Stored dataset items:
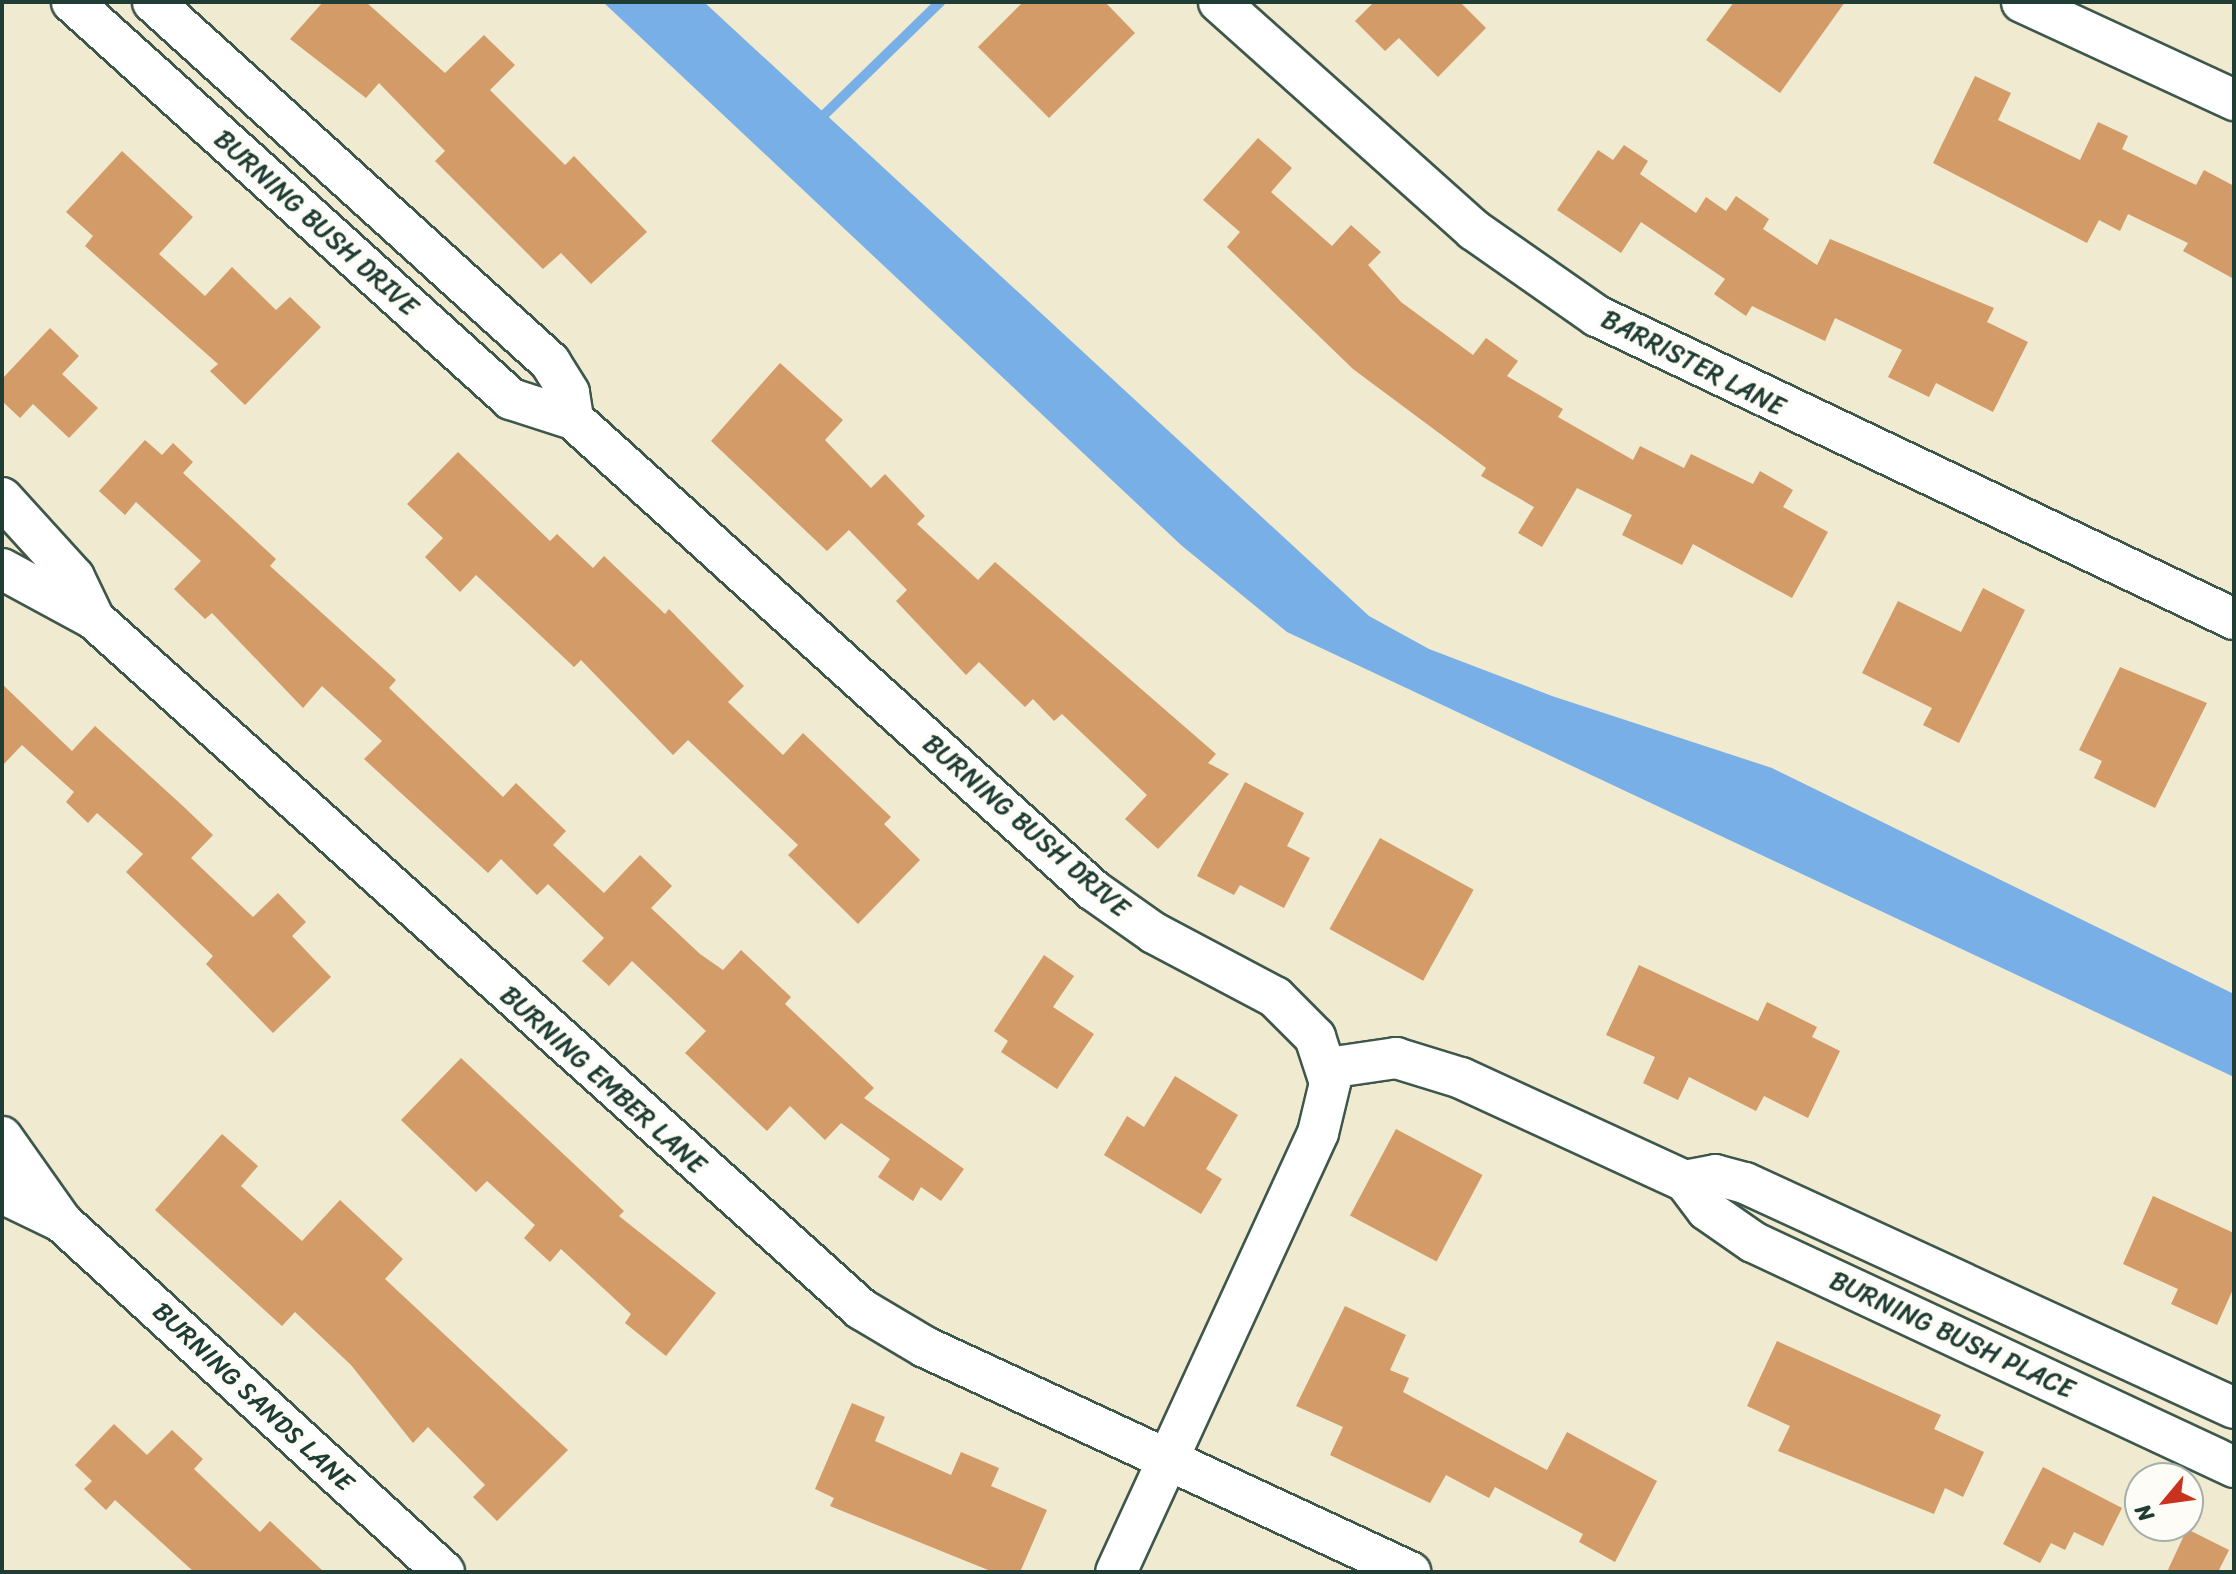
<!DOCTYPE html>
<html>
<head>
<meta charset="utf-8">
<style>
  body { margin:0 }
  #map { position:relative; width:2236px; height:1574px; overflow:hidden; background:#efead0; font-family:Sriracha,sans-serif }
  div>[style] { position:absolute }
  .water>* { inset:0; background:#78afe7 }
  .stream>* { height:10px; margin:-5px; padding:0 5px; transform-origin:5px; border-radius:5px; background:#78afe7 }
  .building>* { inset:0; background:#d29b68; transform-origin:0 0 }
  .roads { filter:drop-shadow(2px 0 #3e574b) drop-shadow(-2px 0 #3e574b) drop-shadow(0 2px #3e574b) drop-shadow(0 -2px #3e574b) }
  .minor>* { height:40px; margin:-20px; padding:0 20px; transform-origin:20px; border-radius:20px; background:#fff }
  span { translate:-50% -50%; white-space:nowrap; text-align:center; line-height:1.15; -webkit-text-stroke:8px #fdfcf7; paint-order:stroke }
  .street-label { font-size:26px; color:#1f3d34 }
  .frame { position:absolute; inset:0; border:4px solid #1f3d34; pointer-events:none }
  .north { position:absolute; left:2124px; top:1462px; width:80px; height:80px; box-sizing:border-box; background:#fdfcf7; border:2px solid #a4b0a9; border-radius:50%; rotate:241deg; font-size:22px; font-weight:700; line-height:32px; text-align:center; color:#1f3d34 }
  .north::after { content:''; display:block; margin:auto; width:28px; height:36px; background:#c8321e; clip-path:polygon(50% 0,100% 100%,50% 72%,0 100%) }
</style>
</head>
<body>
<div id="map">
  <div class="water">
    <div style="clip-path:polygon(603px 2px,704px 2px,1369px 616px,1429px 649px,1552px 696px,1772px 768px,2234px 994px,2234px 1077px,1287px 632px,1181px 545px)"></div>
  </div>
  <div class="stream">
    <div style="left:825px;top:114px;width:161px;rotate:-44.2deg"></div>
  </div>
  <div class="building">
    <div style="clip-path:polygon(323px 2px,366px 2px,445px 73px,484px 35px,515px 65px,490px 90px,565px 165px,574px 156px,647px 232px,591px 284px,561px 253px,543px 269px,435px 161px,445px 151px,379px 83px,366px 98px,290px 39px)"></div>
    <div style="clip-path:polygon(1023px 2px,1105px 2px,1135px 33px,1049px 118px,978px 47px)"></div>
    <div style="clip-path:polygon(1374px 2px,1460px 2px,1486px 28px,1438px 77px,1399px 38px,1385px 51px,1355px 21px)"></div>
    <div style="clip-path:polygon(1734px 2px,1845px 2px,1780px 93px,1706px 40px)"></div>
    <div style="clip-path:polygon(1975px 76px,2011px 93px,1998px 120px,2080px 160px,2098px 122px,2128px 136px,2122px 149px,2196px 185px,2204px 170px,2234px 186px,2234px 279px,2183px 251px,2188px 243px,2128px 214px,2120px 231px,2099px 220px,2087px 243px,1933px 163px)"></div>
    <div style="clip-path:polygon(1258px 138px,1292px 168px,1271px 192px,1332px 246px,1351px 225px,1381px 252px,1368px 265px,1401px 302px,1473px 355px,1486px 338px,1518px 361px,1507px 376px,1563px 409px,1558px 417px,1633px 460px,1640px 446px,1684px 468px,1691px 454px,1753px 484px,1760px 471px,1793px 490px,1783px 507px,1828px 532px,1792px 598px,1693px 544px,1682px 565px,1622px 535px,1632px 515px,1577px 488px,1542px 547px,1518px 533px,1534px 507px,1481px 476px,1486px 468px,1353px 369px,1227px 247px,1240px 232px,1203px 200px)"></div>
    <div style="clip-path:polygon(1624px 145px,1648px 161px,1640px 174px,1696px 213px,1706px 197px,1726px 211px,1736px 196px,1769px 219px,1763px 229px,1817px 265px,1830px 239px,1994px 308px,1987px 322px,2028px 342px,1993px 412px,1936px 383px,1929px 397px,1888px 377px,1902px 350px,1835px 318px,1825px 341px,1752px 306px,1746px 316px,1714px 294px,1725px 279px,1641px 222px,1621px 253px,1557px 210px,1598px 150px,1613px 160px)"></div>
    <div style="clip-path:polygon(122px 151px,193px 217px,159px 254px,205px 296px,232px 267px,276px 310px,290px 297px,321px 327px,245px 405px,210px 371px,218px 364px,85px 246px,93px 236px,66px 212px)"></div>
    <div style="clip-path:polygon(50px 328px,79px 356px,62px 374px,98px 408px,69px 438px,33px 404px,20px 418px,2px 401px,2px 379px)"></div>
    <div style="clip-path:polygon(780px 363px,843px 420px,825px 440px,871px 488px,885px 474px,925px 516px,917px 524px,978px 580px,995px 562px,1216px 754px,1208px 763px,1229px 774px,1158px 849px,1125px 819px,1147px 795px,1062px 714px,1054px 721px,1033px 699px,1025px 707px,979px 662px,966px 675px,896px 601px,907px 590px,849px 530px,827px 551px,711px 441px)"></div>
    <div style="clip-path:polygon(145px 440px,162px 455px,173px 443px,193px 462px,183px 473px,276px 559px,270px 566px,396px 680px,389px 688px,503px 797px,516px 783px,566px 831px,553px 845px,604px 893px,640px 855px,672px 886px,651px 908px,700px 954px,723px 970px,741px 950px,791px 997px,785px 1004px,874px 1088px,864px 1098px,964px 1169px,941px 1201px,921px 1187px,913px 1201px,878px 1177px,890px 1159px,841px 1123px,825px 1140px,790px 1106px,767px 1131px,685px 1053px,706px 1031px,632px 961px,609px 986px,582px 961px,604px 938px,548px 884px,537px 895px,501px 859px,488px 873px,364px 759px,382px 741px,322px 686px,303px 708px,212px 613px,205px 619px,174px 589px,201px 561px,136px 502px,125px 515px,99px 491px)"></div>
    <div style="clip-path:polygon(458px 452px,550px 541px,557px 534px,593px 568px,604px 556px,665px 614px,669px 609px,744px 686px,728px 702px,783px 755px,803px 733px,891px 817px,884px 824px,920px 860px,858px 924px,788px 855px,798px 845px,688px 740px,673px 755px,581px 660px,574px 667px,476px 575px,460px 592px,425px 557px,443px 538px,407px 504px)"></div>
    <div style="clip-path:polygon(1983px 588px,2025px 610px,1959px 743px,1923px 725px,1932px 708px,1862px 673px,1898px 601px,1961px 632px)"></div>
    <div style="clip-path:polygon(2120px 667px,2207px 703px,2155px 808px,2094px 778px,2102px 761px,2079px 750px)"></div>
    <div style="clip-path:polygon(2px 684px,72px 751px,95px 726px,184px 807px,213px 835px,191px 858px,253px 917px,278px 893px,306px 922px,292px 936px,331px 977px,273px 1033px,206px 964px,213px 956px,126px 872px,143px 854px,97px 813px,88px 823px,66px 802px,74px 792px,22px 745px,2px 766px)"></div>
    <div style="clip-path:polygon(1245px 782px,1304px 813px,1287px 846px,1310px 858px,1284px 908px,1240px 885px,1234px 895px,1197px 876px)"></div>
    <div style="left:1380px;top:838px;width:107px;height:104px;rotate:29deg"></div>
    <div style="clip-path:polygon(1044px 955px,1074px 976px,1053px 1007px,1094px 1034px,1057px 1089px,1001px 1052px,1008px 1041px,994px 1031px)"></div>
    <div style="clip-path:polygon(1639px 965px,1758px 1021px,1767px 1002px,1817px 1027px,1812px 1037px,1840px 1051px,1808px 1118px,1764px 1096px,1756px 1111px,1689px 1077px,1678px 1100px,1643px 1083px,1655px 1057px,1606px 1035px)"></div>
    <div style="clip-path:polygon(461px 1058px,624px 1211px,619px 1216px,716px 1293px,666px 1356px,625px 1323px,631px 1314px,561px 1249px,550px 1262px,524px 1238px,535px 1225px,487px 1181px,476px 1192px,401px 1120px)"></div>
    <div style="clip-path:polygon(1175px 1076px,1238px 1115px,1206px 1169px,1222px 1179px,1201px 1214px,1104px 1155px,1127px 1116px,1144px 1127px)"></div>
    <div style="left:1396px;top:1129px;width:98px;height:98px;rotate:28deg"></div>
    <div style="clip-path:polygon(222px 1134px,258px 1166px,241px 1186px,302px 1241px,340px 1200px,403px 1259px,385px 1279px,568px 1450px,497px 1521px,473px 1497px,485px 1485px,428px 1427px,413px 1443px,351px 1365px,295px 1312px,282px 1326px,155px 1210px)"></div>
    <div style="clip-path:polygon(2153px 1196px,2234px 1233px,2234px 1287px,2217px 1325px,2171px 1304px,2178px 1289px,2123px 1264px)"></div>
    <div style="clip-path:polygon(1345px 1306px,1406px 1335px,1390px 1370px,1409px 1378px,1403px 1392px,1547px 1470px,1567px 1432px,1657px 1481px,1615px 1562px,1579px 1542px,1583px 1534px,1495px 1487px,1489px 1498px,1446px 1475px,1430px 1503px,1330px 1455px,1343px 1427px,1296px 1406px)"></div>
    <div style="clip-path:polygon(1777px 1341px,1941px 1415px,1934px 1429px,1984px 1452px,1963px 1497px,1945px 1488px,1934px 1514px,1778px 1451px,1790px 1426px,1747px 1406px)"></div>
    <div style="clip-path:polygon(852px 1403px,885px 1417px,875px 1441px,951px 1475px,961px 1452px,999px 1468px,991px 1486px,1047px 1510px,1020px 1572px,993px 1572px,830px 1506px,834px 1498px,815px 1489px)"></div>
    <div style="clip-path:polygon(114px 1424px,147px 1455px,172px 1430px,203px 1459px,194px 1469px,260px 1532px,270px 1521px,324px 1572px,194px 1572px,115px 1500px,106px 1510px,84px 1489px,92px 1481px,75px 1465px)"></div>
    <div style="clip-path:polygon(2043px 1467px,2122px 1508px,2103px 1546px,2074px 1532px,2065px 1550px,2051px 1543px,2040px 1563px,2003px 1544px)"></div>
    <div style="clip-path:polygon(2187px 1529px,2229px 1550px,2218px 1572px,2167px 1572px)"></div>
  </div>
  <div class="roads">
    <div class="minor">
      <div style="left:72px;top:2px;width:592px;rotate:42.12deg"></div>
      <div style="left:511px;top:399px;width:65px;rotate:17.9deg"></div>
      <div style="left:573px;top:419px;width:702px;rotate:42.17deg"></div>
      <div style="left:1093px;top:890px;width:75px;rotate:35.2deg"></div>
      <div style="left:1154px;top:933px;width:137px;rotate:27.9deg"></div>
      <div style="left:1275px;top:997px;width:57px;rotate:45deg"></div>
      <div style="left:1315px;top:1037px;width:48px;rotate:71.9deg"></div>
      <div style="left:1330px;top:1083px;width:51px;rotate:103.5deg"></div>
      <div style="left:1318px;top:1133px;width:483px;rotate:114.7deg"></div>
      <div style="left:153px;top:2px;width:536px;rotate:42.2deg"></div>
      <div style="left:550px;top:362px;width:36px;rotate:58deg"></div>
      <div style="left:569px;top:393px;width:26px;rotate:81deg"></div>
      <div style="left:1219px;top:2px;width:342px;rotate:41.8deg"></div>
      <div style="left:1474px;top:230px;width:150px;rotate:35deg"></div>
      <div style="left:1597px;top:316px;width:705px;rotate:25.44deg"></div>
      <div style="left:2022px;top:2px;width:234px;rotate:24.8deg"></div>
      <div style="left:2px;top:498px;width:107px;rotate:47.7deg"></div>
      <div style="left:74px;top:577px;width:47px;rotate:64.5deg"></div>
      <div style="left:94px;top:619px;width:105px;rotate:-151.5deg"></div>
      <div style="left:94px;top:619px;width:1032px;rotate:41.97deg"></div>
      <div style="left:861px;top:1309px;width:74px;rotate:30.7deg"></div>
      <div style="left:925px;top:1347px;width:535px;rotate:24.89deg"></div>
      <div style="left:1328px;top:1068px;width:69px;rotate:-8.4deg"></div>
      <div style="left:1396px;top:1058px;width:68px;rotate:17.1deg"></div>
      <div style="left:1461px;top:1078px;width:247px;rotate:24.7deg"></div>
      <div style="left:1685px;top:1181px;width:36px;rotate:53deg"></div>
      <div style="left:1707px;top:1210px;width:56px;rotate:34.8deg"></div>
      <div style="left:1753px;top:1242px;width:531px;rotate:25.07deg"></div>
      <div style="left:2px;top:1137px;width:104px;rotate:54.8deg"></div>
      <div style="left:62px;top:1222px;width:518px;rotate:42.5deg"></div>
      <div style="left:1685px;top:1181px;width:31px;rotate:-11deg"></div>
      <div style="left:1715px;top:1175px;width:31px;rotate:15deg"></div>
      <div style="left:1745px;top:1183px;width:538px;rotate:24.71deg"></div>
      <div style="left:2px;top:1193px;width:67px;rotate:25.8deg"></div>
    </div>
  </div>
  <div class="street-label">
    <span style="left:316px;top:223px;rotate:42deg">BURNING BUSH DRIVE</span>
    <span style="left:1693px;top:363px;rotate:27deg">BARRISTER LANE</span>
    <span style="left:1026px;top:826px;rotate:41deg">BURNING BUSH DRIVE</span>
    <span style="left:603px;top:1080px;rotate:42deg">BURNING EMBER LANE</span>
    <span style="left:1952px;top:1335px;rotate:25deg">BURNING BUSH PLACE</span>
    <span style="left:253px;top:1397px;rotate:43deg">BURNING SANDS LANE</span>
  </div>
  <div class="frame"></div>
  <div class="north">N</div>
</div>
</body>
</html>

WORK TO BE COMPLETED: Find the lines above that contain "stream" and give their count, with nothing added.

RESPONSE AREA: 2